┌─ Supplied information

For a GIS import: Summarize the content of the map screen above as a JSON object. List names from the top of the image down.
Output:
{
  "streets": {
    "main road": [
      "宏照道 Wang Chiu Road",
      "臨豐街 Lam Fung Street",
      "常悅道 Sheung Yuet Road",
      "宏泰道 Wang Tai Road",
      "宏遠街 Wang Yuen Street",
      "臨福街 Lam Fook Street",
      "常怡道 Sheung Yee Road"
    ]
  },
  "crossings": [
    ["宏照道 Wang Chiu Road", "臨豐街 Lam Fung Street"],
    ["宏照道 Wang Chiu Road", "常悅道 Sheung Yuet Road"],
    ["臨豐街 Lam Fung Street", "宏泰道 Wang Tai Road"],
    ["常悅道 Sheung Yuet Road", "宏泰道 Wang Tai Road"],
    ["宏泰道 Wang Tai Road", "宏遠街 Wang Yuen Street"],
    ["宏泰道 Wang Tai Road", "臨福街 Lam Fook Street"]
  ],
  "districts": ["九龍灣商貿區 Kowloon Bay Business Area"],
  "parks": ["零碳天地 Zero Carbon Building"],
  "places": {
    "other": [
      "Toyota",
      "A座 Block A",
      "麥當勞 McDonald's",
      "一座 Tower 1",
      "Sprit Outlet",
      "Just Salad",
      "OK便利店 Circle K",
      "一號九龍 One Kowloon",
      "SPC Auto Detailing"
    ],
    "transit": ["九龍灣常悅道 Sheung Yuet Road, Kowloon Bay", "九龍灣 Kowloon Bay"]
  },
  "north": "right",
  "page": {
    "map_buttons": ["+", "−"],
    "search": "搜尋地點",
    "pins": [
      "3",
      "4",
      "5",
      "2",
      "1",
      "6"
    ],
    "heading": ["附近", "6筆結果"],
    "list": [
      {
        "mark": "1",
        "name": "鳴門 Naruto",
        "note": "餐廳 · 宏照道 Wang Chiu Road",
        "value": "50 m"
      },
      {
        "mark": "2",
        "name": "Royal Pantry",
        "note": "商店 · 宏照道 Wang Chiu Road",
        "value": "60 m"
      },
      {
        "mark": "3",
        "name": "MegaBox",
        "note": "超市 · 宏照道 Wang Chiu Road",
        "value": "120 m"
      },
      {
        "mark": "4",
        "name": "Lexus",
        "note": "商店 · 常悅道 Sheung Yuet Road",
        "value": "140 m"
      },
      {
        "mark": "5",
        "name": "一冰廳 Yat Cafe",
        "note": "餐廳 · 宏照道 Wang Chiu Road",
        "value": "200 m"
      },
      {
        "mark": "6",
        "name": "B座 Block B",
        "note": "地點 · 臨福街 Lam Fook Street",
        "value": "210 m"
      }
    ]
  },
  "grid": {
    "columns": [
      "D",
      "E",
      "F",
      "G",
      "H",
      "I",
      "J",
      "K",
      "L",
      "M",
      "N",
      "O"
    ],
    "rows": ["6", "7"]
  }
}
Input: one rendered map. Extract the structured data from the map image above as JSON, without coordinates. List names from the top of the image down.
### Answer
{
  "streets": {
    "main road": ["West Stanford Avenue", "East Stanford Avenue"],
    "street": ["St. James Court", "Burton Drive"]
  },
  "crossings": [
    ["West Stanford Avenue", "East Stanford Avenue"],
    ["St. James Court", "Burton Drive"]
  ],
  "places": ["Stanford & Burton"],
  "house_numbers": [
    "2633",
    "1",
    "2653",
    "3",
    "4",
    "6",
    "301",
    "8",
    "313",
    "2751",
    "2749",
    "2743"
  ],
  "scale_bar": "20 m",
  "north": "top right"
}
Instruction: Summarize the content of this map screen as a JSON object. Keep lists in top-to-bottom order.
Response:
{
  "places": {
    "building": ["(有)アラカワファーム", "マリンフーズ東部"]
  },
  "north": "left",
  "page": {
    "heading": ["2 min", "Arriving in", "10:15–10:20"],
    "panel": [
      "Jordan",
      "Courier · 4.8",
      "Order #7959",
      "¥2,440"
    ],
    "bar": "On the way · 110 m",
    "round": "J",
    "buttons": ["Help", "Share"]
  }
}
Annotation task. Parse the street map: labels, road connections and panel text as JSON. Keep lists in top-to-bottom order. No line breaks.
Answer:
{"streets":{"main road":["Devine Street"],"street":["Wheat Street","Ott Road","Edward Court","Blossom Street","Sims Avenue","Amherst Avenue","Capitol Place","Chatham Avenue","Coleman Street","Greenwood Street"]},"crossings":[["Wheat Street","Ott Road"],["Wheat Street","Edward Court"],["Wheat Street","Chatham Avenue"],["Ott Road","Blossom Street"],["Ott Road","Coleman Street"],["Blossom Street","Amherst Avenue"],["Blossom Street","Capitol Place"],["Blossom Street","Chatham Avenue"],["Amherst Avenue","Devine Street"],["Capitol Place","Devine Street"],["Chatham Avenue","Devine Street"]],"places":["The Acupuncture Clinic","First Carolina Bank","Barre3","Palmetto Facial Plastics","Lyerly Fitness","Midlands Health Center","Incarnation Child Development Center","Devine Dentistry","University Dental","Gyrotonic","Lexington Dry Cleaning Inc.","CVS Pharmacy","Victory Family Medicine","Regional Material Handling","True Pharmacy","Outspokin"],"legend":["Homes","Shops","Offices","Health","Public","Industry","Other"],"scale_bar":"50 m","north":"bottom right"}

└─

Exercise directions: Repeat the lines above exactly.

Response:
For a GIS import: Summarize the content of the map screen above as a JSON object. List names from the top of the image down.
Output:
{
  "streets": {
    "main road": [
      "宏照道 Wang Chiu Road",
      "臨豐街 Lam Fung Street",
      "常悅道 Sheung Yuet Road",
      "宏泰道 Wang Tai Road",
      "宏遠街 Wang Yuen Street",
      "臨福街 Lam Fook Street",
      "常怡道 Sheung Yee Road"
    ]
  },
  "crossings": [
    ["宏照道 Wang Chiu Road", "臨豐街 Lam Fung Street"],
    ["宏照道 Wang Chiu Road", "常悅道 Sheung Yuet Road"],
    ["臨豐街 Lam Fung Street", "宏泰道 Wang Tai Road"],
    ["常悅道 Sheung Yuet Road", "宏泰道 Wang Tai Road"],
    ["宏泰道 Wang Tai Road", "宏遠街 Wang Yuen Street"],
    ["宏泰道 Wang Tai Road", "臨福街 Lam Fook Street"]
  ],
  "districts": ["九龍灣商貿區 Kowloon Bay Business Area"],
  "parks": ["零碳天地 Zero Carbon Building"],
  "places": {
    "other": [
      "Toyota",
      "A座 Block A",
      "麥當勞 McDonald's",
      "一座 Tower 1",
      "Sprit Outlet",
      "Just Salad",
      "OK便利店 Circle K",
      "一號九龍 One Kowloon",
      "SPC Auto Detailing"
    ],
    "transit": ["九龍灣常悅道 Sheung Yuet Road, Kowloon Bay", "九龍灣 Kowloon Bay"]
  },
  "north": "right",
  "page": {
    "map_buttons": ["+", "−"],
    "search": "搜尋地點",
    "pins": [
      "3",
      "4",
      "5",
      "2",
      "1",
      "6"
    ],
    "heading": ["附近", "6筆結果"],
    "list": [
      {
        "mark": "1",
        "name": "鳴門 Naruto",
        "note": "餐廳 · 宏照道 Wang Chiu Road",
        "value": "50 m"
      },
      {
        "mark": "2",
        "name": "Royal Pantry",
        "note": "商店 · 宏照道 Wang Chiu Road",
        "value": "60 m"
      },
      {
        "mark": "3",
        "name": "MegaBox",
        "note": "超市 · 宏照道 Wang Chiu Road",
        "value": "120 m"
      },
      {
        "mark": "4",
        "name": "Lexus",
        "note": "商店 · 常悅道 Sheung Yuet Road",
        "value": "140 m"
      },
      {
        "mark": "5",
        "name": "一冰廳 Yat Cafe",
        "note": "餐廳 · 宏照道 Wang Chiu Road",
        "value": "200 m"
      },
      {
        "mark": "6",
        "name": "B座 Block B",
        "note": "地點 · 臨福街 Lam Fook Street",
        "value": "210 m"
      }
    ]
  },
  "grid": {
    "columns": [
      "D",
      "E",
      "F",
      "G",
      "H",
      "I",
      "J",
      "K",
      "L",
      "M",
      "N",
      "O"
    ],
    "rows": ["6", "7"]
  }
}
Input: one rendered map. Extract the structured data from the map image above as JSON, without coordinates. List names from the top of the image down.
### Answer
{
  "streets": {
    "main road": ["West Stanford Avenue", "East Stanford Avenue"],
    "street": ["St. James Court", "Burton Drive"]
  },
  "crossings": [
    ["West Stanford Avenue", "East Stanford Avenue"],
    ["St. James Court", "Burton Drive"]
  ],
  "places": ["Stanford & Burton"],
  "house_numbers": [
    "2633",
    "1",
    "2653",
    "3",
    "4",
    "6",
    "301",
    "8",
    "313",
    "2751",
    "2749",
    "2743"
  ],
  "scale_bar": "20 m",
  "north": "top right"
}
Instruction: Summarize the content of this map screen as a JSON object. Keep lists in top-to-bottom order.
Response:
{
  "places": {
    "building": ["(有)アラカワファーム", "マリンフーズ東部"]
  },
  "north": "left",
  "page": {
    "heading": ["2 min", "Arriving in", "10:15–10:20"],
    "panel": [
      "Jordan",
      "Courier · 4.8",
      "Order #7959",
      "¥2,440"
    ],
    "bar": "On the way · 110 m",
    "round": "J",
    "buttons": ["Help", "Share"]
  }
}
Annotation task. Parse the street map: labels, road connections and panel text as JSON. Keep lists in top-to-bottom order. No line breaks.
Answer:
{"streets":{"main road":["Devine Street"],"street":["Wheat Street","Ott Road","Edward Court","Blossom Street","Sims Avenue","Amherst Avenue","Capitol Place","Chatham Avenue","Coleman Street","Greenwood Street"]},"crossings":[["Wheat Street","Ott Road"],["Wheat Street","Edward Court"],["Wheat Street","Chatham Avenue"],["Ott Road","Blossom Street"],["Ott Road","Coleman Street"],["Blossom Street","Amherst Avenue"],["Blossom Street","Capitol Place"],["Blossom Street","Chatham Avenue"],["Amherst Avenue","Devine Street"],["Capitol Place","Devine Street"],["Chatham Avenue","Devine Street"]],"places":["The Acupuncture Clinic","First Carolina Bank","Barre3","Palmetto Facial Plastics","Lyerly Fitness","Midlands Health Center","Incarnation Child Development Center","Devine Dentistry","University Dental","Gyrotonic","Lexington Dry Cleaning Inc.","CVS Pharmacy","Victory Family Medicine","Regional Material Handling","True Pharmacy","Outspokin"],"legend":["Homes","Shops","Offices","Health","Public","Industry","Other"],"scale_bar":"50 m","north":"bottom right"}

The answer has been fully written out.